* What to work on
Quote every line below exactly as it reads.

(Dataset entries)
-- Opening Marker --
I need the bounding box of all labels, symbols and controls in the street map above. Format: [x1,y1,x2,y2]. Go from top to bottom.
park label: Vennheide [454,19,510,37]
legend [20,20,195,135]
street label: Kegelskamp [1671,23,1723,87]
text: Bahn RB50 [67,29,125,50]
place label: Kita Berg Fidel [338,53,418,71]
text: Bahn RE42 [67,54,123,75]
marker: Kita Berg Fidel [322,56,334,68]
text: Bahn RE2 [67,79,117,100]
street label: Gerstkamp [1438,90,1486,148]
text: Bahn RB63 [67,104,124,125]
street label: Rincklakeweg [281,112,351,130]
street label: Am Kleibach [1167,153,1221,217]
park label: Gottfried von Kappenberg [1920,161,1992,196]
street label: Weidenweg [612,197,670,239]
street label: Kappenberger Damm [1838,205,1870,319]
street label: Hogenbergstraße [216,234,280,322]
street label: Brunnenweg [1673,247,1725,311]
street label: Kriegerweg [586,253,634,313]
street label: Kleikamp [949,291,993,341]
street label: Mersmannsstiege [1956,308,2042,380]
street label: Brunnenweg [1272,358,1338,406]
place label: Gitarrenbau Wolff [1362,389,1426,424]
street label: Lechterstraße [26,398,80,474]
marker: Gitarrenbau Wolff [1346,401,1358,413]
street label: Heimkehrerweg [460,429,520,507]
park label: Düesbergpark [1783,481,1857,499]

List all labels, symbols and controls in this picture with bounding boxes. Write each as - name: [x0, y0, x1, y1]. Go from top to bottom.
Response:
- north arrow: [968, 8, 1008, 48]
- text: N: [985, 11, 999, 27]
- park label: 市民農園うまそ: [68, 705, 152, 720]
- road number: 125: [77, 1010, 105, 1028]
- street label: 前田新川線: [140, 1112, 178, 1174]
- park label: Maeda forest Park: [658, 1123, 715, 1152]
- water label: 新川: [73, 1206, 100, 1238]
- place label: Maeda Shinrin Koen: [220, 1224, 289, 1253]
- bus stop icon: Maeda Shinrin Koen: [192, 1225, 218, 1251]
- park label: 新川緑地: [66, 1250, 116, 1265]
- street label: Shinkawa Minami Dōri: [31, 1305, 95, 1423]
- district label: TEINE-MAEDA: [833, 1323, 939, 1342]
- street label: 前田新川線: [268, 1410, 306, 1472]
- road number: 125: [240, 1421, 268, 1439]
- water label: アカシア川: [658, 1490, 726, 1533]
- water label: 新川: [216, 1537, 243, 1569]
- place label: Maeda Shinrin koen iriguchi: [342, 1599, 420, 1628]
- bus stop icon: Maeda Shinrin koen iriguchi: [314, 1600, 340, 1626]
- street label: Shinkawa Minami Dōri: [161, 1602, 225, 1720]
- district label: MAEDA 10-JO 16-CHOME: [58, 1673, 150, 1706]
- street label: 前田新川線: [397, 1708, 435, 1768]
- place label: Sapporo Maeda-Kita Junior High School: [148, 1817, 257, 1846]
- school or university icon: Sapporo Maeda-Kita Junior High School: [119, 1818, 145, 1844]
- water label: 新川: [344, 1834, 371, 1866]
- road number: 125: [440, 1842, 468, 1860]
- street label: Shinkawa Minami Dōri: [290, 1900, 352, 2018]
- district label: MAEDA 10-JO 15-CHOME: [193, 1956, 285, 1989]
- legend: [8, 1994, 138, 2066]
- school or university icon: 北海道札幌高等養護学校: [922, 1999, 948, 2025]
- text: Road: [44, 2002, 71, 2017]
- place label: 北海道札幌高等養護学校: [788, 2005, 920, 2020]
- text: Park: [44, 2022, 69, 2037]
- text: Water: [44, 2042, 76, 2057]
-- Closing Marker --
* Solution for this exercise
I need the bounding box of all labels, symbols and controls in the street map above. Format: [x1,y1,x2,y2]. Go from top to bottom.
park label: Vennheide [454,19,510,37]
legend [20,20,195,135]
street label: Kegelskamp [1671,23,1723,87]
text: Bahn RB50 [67,29,125,50]
place label: Kita Berg Fidel [338,53,418,71]
text: Bahn RE42 [67,54,123,75]
marker: Kita Berg Fidel [322,56,334,68]
text: Bahn RE2 [67,79,117,100]
street label: Gerstkamp [1438,90,1486,148]
text: Bahn RB63 [67,104,124,125]
street label: Rincklakeweg [281,112,351,130]
street label: Am Kleibach [1167,153,1221,217]
park label: Gottfried von Kappenberg [1920,161,1992,196]
street label: Weidenweg [612,197,670,239]
street label: Kappenberger Damm [1838,205,1870,319]
street label: Hogenbergstraße [216,234,280,322]
street label: Brunnenweg [1673,247,1725,311]
street label: Kriegerweg [586,253,634,313]
street label: Kleikamp [949,291,993,341]
street label: Mersmannsstiege [1956,308,2042,380]
street label: Brunnenweg [1272,358,1338,406]
place label: Gitarrenbau Wolff [1362,389,1426,424]
street label: Lechterstraße [26,398,80,474]
marker: Gitarrenbau Wolff [1346,401,1358,413]
street label: Heimkehrerweg [460,429,520,507]
park label: Düesbergpark [1783,481,1857,499]

List all labels, symbols and controls in this picture with bounding boxes. Write each as - name: [x0, y0, x1, y1]. Go from top to bottom.
Response:
- north arrow: [968, 8, 1008, 48]
- text: N: [985, 11, 999, 27]
- park label: 市民農園うまそ: [68, 705, 152, 720]
- road number: 125: [77, 1010, 105, 1028]
- street label: 前田新川線: [140, 1112, 178, 1174]
- park label: Maeda forest Park: [658, 1123, 715, 1152]
- water label: 新川: [73, 1206, 100, 1238]
- place label: Maeda Shinrin Koen: [220, 1224, 289, 1253]
- bus stop icon: Maeda Shinrin Koen: [192, 1225, 218, 1251]
- park label: 新川緑地: [66, 1250, 116, 1265]
- street label: Shinkawa Minami Dōri: [31, 1305, 95, 1423]
- district label: TEINE-MAEDA: [833, 1323, 939, 1342]
- street label: 前田新川線: [268, 1410, 306, 1472]
- road number: 125: [240, 1421, 268, 1439]
- water label: アカシア川: [658, 1490, 726, 1533]
- water label: 新川: [216, 1537, 243, 1569]
- place label: Maeda Shinrin koen iriguchi: [342, 1599, 420, 1628]
- bus stop icon: Maeda Shinrin koen iriguchi: [314, 1600, 340, 1626]
- street label: Shinkawa Minami Dōri: [161, 1602, 225, 1720]
- district label: MAEDA 10-JO 16-CHOME: [58, 1673, 150, 1706]
- street label: 前田新川線: [397, 1708, 435, 1768]
- place label: Sapporo Maeda-Kita Junior High School: [148, 1817, 257, 1846]
- school or university icon: Sapporo Maeda-Kita Junior High School: [119, 1818, 145, 1844]
- water label: 新川: [344, 1834, 371, 1866]
- road number: 125: [440, 1842, 468, 1860]
- street label: Shinkawa Minami Dōri: [290, 1900, 352, 2018]
- district label: MAEDA 10-JO 15-CHOME: [193, 1956, 285, 1989]
- legend: [8, 1994, 138, 2066]
- school or university icon: 北海道札幌高等養護学校: [922, 1999, 948, 2025]
- text: Road: [44, 2002, 71, 2017]
- place label: 北海道札幌高等養護学校: [788, 2005, 920, 2020]
- text: Park: [44, 2022, 69, 2037]
- text: Water: [44, 2042, 76, 2057]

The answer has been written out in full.